EXERCISE DIRECTIONS:
Set down the listing below verbatim, but only from its first line through the line containing "function fillPath(path, color)".

DATA FOR PROCESSING:
┄┄┄┄┄┄┄┄┄┄┄┄┄┄┄┄┄┄┄┄

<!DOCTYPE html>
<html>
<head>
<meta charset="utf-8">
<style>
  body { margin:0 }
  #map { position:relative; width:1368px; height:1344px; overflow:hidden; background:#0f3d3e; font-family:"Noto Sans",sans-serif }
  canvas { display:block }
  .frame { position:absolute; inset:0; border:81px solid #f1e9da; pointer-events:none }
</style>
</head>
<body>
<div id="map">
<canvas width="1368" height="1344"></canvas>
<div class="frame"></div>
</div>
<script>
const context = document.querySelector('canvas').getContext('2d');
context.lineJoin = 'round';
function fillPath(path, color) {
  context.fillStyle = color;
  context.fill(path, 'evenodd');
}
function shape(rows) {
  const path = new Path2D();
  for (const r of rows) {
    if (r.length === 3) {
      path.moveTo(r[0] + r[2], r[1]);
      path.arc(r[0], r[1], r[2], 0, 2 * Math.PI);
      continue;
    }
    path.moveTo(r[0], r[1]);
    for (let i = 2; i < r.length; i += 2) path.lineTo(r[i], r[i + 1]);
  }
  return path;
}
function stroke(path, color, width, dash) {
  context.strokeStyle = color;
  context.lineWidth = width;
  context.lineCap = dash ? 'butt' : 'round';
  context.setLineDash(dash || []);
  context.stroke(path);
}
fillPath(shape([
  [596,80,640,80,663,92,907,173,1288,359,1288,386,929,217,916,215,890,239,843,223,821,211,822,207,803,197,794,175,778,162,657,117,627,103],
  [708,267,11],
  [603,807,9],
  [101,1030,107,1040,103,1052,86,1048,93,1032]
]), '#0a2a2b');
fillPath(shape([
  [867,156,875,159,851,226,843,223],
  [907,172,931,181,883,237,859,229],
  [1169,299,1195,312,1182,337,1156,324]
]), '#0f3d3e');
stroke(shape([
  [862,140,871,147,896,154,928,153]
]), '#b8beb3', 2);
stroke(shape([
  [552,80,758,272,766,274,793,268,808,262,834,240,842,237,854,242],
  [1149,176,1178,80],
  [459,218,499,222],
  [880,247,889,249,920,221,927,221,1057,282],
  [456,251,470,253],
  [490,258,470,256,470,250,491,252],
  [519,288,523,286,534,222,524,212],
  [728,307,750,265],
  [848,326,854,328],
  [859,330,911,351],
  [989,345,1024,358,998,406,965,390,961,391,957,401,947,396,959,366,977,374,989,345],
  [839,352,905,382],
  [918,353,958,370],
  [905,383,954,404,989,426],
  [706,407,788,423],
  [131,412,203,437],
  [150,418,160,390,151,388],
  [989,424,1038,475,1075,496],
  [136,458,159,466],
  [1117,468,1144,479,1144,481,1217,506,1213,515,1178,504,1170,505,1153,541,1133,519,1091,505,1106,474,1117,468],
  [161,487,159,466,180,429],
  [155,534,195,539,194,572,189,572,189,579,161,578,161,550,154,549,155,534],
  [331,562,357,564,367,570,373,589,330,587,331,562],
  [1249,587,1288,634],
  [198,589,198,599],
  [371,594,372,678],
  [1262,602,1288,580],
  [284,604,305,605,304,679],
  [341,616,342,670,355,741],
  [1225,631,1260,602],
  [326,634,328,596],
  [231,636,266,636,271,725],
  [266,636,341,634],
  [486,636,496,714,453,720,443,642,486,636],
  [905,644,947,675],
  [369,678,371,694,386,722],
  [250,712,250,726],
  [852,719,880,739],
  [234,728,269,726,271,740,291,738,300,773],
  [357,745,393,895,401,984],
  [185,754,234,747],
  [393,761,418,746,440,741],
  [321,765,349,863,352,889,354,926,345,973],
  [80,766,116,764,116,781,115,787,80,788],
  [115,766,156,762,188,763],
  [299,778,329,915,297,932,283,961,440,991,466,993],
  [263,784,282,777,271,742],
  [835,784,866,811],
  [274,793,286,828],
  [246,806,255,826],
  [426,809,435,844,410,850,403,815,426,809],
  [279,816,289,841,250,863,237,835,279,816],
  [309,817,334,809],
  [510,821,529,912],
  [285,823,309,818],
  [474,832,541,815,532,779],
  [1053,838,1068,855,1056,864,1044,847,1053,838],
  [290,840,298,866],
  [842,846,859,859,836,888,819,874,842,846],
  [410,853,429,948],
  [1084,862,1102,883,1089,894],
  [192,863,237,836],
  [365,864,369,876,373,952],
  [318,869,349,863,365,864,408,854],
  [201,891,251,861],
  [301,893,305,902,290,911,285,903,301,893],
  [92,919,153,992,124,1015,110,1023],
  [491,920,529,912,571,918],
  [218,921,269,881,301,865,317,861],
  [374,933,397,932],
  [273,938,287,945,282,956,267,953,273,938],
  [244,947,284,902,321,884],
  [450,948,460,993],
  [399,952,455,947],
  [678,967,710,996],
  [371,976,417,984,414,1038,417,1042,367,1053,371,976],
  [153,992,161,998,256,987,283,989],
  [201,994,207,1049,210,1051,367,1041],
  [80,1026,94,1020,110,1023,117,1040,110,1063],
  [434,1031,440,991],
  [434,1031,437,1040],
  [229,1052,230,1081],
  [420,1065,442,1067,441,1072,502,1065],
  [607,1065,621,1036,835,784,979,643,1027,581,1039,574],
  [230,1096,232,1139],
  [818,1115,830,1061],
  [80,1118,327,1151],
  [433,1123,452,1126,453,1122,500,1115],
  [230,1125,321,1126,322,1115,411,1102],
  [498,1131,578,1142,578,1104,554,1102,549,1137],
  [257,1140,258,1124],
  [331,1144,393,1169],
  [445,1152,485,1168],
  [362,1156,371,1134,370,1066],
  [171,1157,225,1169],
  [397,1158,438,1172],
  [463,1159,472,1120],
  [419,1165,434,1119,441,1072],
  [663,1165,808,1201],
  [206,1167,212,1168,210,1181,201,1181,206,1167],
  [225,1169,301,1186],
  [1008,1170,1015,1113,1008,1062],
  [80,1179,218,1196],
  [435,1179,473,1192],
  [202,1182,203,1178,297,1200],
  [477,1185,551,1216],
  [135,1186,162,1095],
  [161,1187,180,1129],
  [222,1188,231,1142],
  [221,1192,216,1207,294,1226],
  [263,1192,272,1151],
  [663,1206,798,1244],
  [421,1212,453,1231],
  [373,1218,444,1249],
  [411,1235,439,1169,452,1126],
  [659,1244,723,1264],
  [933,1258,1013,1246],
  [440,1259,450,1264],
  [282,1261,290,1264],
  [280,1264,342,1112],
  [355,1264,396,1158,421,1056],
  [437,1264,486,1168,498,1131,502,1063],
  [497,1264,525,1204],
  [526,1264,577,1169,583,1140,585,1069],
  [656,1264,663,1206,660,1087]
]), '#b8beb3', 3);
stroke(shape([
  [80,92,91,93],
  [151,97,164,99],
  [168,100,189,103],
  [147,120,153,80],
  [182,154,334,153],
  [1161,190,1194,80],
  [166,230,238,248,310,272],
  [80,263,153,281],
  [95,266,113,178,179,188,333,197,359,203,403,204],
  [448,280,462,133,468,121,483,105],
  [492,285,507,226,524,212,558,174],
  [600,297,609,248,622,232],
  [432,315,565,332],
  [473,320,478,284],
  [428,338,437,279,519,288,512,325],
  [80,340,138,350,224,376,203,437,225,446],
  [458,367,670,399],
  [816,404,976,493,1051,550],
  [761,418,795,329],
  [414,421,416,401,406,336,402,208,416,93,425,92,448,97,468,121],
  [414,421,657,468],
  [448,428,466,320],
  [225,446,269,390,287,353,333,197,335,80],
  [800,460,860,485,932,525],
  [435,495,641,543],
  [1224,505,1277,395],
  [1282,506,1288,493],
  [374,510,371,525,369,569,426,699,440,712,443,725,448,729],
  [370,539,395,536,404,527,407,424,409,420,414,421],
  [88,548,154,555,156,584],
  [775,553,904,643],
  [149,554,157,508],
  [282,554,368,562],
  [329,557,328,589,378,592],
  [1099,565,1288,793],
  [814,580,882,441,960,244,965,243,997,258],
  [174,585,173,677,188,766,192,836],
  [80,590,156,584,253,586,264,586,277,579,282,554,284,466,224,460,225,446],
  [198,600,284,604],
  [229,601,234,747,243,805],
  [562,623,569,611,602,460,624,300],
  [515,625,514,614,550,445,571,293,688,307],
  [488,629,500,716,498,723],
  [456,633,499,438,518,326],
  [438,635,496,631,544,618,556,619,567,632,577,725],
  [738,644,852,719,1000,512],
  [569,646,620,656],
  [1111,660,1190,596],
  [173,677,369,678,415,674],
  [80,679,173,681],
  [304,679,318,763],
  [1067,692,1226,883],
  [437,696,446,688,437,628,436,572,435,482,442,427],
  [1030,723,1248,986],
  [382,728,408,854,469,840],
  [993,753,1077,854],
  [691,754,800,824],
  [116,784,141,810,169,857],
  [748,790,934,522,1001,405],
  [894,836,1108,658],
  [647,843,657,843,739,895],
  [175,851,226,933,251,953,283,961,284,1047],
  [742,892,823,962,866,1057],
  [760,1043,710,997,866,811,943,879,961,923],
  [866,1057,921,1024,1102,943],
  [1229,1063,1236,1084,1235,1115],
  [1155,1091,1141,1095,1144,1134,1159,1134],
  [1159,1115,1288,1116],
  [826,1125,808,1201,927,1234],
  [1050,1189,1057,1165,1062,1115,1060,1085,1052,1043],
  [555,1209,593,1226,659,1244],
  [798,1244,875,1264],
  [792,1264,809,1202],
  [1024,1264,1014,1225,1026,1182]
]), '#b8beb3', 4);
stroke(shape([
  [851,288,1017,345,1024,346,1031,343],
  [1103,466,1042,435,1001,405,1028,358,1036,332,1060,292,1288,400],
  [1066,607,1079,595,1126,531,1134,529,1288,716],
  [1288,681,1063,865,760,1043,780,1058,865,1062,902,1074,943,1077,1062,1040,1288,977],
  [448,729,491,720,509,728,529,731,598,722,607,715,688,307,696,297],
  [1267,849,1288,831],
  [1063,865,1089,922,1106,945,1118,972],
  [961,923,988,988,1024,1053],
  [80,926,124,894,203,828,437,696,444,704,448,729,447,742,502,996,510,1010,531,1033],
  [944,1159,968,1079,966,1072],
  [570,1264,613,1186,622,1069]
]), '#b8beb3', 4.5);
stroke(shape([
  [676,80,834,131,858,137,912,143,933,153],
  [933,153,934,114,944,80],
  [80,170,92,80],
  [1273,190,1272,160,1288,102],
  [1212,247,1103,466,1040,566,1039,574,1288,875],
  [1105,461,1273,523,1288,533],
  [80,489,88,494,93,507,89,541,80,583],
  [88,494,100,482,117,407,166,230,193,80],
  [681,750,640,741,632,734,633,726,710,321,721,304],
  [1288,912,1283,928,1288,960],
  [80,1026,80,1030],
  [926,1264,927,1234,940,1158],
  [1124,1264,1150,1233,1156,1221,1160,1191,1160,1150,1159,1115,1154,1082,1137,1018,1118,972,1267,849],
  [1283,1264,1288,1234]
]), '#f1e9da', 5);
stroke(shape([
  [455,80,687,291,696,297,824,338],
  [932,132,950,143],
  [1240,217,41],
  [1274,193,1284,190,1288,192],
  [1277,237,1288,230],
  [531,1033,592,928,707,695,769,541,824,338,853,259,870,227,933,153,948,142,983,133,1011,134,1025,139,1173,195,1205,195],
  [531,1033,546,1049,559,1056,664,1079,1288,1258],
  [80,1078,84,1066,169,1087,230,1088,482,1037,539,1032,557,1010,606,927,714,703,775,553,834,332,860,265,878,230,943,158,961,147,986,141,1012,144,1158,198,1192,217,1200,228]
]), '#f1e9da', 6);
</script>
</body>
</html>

┄┄┄┄┄┄┄┄┄┄┄┄┄┄┄┄┄┄┄┄

EXERCISE RESPONSE:
<!DOCTYPE html>
<html>
<head>
<meta charset="utf-8">
<style>
  body { margin:0 }
  #map { position:relative; width:1368px; height:1344px; overflow:hidden; background:#0f3d3e; font-family:"Noto Sans",sans-serif }
  canvas { display:block }
  .frame { position:absolute; inset:0; border:81px solid #f1e9da; pointer-events:none }
</style>
</head>
<body>
<div id="map">
<canvas width="1368" height="1344"></canvas>
<div class="frame"></div>
</div>
<script>
const context = document.querySelector('canvas').getContext('2d');
context.lineJoin = 'round';
function fillPath(path, color) {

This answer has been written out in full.